3. I have heard the learned Counsel for the appellant and none was present on behalf of the respondents defendants and perused the record of the case carefully.
4. It was argued by the learned Counsel for the appellant that the question of the validity of notice is of little importance in this appeal because as held by their Lordships of the Supreme Court, the notice under Section 106 of the Transfer of Property Act to the tenant was not necessary before filing of a suit for ejectment on any of the grounds available under the Rajasthan Premises (Control of Rent and Eviction) Act, 1950 (hereinafter referred to as 'the Act'). I am inclined to agree with this contention that no notice is necessary under Section 106 of the Transfer of Property Act determining the tenancy before the filing a suit for eviction by the landlord against the tenant. It was thus observed in Dhanapal Chettiar v. Yesodal Ammal : 1SCR334 .

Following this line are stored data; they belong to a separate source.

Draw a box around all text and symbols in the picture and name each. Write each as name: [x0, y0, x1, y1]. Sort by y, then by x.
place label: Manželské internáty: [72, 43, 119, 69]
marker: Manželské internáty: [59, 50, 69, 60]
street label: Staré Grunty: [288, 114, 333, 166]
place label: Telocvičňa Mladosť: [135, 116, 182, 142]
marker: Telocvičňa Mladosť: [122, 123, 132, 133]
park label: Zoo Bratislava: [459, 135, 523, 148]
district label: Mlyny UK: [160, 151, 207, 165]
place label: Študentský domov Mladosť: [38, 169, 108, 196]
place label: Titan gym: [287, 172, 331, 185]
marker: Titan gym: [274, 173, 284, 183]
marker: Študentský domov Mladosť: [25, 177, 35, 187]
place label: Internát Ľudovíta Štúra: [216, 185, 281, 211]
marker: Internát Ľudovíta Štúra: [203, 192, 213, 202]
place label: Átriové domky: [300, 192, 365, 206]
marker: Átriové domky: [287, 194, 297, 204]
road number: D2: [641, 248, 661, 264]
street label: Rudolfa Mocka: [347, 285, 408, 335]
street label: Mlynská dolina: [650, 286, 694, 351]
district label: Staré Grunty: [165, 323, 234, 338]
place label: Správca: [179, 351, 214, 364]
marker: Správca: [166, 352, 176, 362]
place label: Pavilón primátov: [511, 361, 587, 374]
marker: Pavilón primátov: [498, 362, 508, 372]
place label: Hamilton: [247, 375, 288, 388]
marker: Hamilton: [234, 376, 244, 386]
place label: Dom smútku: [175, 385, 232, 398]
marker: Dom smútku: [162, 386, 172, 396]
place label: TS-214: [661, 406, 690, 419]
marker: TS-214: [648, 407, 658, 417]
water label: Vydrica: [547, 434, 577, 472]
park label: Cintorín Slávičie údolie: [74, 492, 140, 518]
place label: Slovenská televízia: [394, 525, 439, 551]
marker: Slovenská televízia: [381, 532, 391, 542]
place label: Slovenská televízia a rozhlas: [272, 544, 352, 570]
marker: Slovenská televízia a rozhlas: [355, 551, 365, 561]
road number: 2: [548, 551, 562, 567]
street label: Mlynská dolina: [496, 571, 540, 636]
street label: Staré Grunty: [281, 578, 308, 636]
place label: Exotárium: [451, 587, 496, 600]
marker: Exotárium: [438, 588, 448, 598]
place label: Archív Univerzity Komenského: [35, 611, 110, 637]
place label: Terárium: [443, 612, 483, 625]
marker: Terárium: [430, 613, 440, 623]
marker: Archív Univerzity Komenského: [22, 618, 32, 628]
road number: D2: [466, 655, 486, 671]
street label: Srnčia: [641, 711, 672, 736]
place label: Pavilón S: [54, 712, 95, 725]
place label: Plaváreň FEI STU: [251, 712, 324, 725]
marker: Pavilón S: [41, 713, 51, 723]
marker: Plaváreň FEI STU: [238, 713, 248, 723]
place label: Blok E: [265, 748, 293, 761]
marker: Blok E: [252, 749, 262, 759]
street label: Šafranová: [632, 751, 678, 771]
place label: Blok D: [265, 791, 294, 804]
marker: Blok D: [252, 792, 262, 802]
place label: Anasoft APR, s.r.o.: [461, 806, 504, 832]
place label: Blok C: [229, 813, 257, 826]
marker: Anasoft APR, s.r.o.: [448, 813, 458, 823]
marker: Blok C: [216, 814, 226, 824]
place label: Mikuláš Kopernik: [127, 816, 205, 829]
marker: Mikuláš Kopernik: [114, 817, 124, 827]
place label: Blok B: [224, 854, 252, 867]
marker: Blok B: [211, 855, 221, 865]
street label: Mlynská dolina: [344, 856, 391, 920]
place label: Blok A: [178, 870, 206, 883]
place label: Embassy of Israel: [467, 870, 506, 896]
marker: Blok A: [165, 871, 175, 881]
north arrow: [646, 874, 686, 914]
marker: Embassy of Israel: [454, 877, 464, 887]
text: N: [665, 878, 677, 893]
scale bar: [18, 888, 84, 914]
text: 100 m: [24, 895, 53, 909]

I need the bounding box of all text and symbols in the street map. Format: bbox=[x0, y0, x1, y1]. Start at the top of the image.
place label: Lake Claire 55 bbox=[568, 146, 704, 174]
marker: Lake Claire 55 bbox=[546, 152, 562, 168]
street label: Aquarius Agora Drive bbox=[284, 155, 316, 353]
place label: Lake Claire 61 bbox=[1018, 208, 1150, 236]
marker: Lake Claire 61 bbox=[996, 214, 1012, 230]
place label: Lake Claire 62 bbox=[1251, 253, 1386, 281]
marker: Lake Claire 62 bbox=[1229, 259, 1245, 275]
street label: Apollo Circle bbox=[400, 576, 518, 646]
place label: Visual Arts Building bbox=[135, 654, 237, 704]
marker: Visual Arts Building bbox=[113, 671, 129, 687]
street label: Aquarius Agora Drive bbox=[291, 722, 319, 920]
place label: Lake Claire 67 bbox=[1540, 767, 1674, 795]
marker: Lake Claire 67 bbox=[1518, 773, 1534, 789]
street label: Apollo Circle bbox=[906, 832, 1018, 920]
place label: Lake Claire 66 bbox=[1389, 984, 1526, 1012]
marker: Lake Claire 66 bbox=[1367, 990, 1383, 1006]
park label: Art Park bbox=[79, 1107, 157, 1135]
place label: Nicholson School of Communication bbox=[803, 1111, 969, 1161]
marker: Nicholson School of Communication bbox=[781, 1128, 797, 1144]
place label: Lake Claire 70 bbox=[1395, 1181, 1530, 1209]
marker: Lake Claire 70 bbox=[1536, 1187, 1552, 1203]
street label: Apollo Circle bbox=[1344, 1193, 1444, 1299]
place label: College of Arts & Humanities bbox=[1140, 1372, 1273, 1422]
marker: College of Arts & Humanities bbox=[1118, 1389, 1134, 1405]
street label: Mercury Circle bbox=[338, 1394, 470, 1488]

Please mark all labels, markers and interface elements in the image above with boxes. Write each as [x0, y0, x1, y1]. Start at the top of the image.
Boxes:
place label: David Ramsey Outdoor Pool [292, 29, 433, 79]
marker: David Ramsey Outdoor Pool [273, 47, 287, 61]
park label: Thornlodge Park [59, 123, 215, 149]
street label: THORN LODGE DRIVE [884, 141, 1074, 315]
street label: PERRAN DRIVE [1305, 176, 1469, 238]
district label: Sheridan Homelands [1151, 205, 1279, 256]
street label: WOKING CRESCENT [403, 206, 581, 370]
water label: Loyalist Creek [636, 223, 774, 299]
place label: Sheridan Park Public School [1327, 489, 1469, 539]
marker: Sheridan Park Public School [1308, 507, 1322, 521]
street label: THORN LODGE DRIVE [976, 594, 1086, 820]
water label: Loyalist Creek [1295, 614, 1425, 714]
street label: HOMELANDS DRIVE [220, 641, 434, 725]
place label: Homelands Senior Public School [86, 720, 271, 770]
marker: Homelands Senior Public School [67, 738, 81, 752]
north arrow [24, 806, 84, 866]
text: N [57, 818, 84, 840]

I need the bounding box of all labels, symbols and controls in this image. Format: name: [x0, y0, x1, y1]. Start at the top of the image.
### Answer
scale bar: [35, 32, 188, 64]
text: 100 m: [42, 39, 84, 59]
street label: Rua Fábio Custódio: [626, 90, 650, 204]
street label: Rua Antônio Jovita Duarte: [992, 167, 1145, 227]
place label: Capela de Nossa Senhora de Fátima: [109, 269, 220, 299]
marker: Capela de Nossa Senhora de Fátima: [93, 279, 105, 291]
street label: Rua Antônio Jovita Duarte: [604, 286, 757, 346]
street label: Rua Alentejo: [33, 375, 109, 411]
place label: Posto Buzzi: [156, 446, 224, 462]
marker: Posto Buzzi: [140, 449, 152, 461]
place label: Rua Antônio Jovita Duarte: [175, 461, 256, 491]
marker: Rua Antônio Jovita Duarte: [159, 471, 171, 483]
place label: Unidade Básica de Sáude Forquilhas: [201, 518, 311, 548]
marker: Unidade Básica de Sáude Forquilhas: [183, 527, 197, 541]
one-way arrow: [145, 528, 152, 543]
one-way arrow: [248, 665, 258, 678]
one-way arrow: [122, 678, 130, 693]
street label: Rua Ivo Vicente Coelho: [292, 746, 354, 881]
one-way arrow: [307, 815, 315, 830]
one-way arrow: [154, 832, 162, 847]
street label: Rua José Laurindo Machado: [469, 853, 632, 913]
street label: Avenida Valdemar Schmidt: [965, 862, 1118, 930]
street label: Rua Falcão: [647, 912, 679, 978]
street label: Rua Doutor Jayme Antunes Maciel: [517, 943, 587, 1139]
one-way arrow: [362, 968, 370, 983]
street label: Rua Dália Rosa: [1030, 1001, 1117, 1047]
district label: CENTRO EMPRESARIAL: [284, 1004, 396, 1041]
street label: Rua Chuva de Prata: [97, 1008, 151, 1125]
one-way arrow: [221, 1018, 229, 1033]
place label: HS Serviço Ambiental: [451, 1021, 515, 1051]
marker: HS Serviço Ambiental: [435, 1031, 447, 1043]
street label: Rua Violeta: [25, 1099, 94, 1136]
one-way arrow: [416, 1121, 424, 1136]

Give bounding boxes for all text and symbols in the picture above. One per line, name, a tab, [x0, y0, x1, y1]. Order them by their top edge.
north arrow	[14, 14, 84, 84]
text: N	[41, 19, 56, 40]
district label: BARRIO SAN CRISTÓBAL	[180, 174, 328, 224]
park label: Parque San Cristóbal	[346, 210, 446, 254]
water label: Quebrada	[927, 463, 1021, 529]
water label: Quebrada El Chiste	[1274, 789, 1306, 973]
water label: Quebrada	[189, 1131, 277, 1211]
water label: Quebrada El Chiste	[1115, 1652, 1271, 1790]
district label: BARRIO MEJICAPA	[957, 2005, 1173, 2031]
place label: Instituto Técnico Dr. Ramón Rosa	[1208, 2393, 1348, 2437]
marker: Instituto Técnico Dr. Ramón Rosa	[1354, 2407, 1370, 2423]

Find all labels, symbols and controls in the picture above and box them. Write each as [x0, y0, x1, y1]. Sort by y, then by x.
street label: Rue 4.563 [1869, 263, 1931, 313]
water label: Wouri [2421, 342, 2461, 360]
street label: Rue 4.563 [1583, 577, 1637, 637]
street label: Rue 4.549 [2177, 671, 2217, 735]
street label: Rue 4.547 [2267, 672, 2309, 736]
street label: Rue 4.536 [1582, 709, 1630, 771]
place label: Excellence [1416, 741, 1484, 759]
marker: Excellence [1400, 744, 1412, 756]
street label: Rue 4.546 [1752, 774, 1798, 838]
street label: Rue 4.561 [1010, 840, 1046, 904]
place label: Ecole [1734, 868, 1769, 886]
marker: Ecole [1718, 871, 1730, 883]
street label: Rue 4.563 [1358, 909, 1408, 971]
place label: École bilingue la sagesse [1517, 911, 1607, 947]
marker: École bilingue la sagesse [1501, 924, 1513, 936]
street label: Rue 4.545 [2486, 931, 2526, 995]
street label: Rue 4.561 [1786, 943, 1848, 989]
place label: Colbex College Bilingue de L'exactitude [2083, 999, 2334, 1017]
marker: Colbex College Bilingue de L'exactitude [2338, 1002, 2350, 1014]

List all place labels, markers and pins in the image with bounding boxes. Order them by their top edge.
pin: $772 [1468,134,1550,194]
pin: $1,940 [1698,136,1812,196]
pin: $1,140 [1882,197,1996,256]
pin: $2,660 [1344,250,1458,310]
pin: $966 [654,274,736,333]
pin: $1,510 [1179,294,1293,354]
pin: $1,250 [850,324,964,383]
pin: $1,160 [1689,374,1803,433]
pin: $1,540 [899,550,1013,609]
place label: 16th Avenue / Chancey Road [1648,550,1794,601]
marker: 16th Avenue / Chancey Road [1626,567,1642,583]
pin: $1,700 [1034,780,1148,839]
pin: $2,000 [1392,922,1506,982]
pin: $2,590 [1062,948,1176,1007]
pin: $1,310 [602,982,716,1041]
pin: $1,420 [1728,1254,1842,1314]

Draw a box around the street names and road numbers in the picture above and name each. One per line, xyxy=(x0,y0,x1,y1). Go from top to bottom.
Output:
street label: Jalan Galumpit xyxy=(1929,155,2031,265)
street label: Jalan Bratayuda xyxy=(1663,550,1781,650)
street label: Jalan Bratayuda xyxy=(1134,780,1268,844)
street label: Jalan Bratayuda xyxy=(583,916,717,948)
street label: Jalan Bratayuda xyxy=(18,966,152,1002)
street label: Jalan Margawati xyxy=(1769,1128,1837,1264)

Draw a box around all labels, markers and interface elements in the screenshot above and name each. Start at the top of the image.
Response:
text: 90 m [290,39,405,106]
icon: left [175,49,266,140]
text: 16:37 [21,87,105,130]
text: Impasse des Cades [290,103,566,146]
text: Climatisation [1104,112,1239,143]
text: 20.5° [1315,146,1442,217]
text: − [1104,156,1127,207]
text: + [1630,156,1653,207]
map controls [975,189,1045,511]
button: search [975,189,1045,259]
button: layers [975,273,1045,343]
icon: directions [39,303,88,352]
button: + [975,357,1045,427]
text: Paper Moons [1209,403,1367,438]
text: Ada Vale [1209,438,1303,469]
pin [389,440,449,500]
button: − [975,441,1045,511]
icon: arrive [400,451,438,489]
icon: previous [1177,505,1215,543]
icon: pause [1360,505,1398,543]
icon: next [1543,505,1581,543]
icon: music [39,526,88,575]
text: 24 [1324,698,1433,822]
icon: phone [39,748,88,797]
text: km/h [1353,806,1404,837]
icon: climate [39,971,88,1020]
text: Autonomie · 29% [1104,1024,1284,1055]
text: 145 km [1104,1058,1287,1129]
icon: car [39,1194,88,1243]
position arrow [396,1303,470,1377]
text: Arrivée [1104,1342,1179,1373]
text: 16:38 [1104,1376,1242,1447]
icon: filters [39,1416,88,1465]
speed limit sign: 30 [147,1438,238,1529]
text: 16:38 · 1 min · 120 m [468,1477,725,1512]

In order to get a decree or order for eviction against a tenant under any State Rent Control Act it is not necessary to give notice under Section 106 T.P. Act. Determination of a lease in accordance with the Transfer of Property-Act is unnecessary and a mere surplusage became the landlord cannot get eviction of the tenant even after such determination The tenant continues to be so even thereafter. That being so, making out a case under the Rent Act for eviction of the tenant by itself is sufficient and it is not obligatory to found the proceeding on the basis of the determination of the lease by issue of notice in accordance with Section 106 of the T.P. Act. On the question of requirement of such a notice under Section 106 T.P. Act the difference in the language of various State Rent Acts does not bring about any distinction. It is not correct to say that Section 106 of the TP Act merely providing for termination of a lease either by the leasor or the lessee by giving the requisite notice it an extra protection against eviction. The purpose of this provision is is merely to terminate the contract which the overriding Rent Acts do not permit to be terminated.
5. It was next argued that the view taken by the first appellante court that the transferee landlord could not take advantage of default in payment of rent to previous landlord was erroneous, in as much as, such a right was available to the transferee landlord. The argument was substantiated by the observations made in the following authorities:-(1) Naraindas v. Rajendra Singh (1972 RLW 100)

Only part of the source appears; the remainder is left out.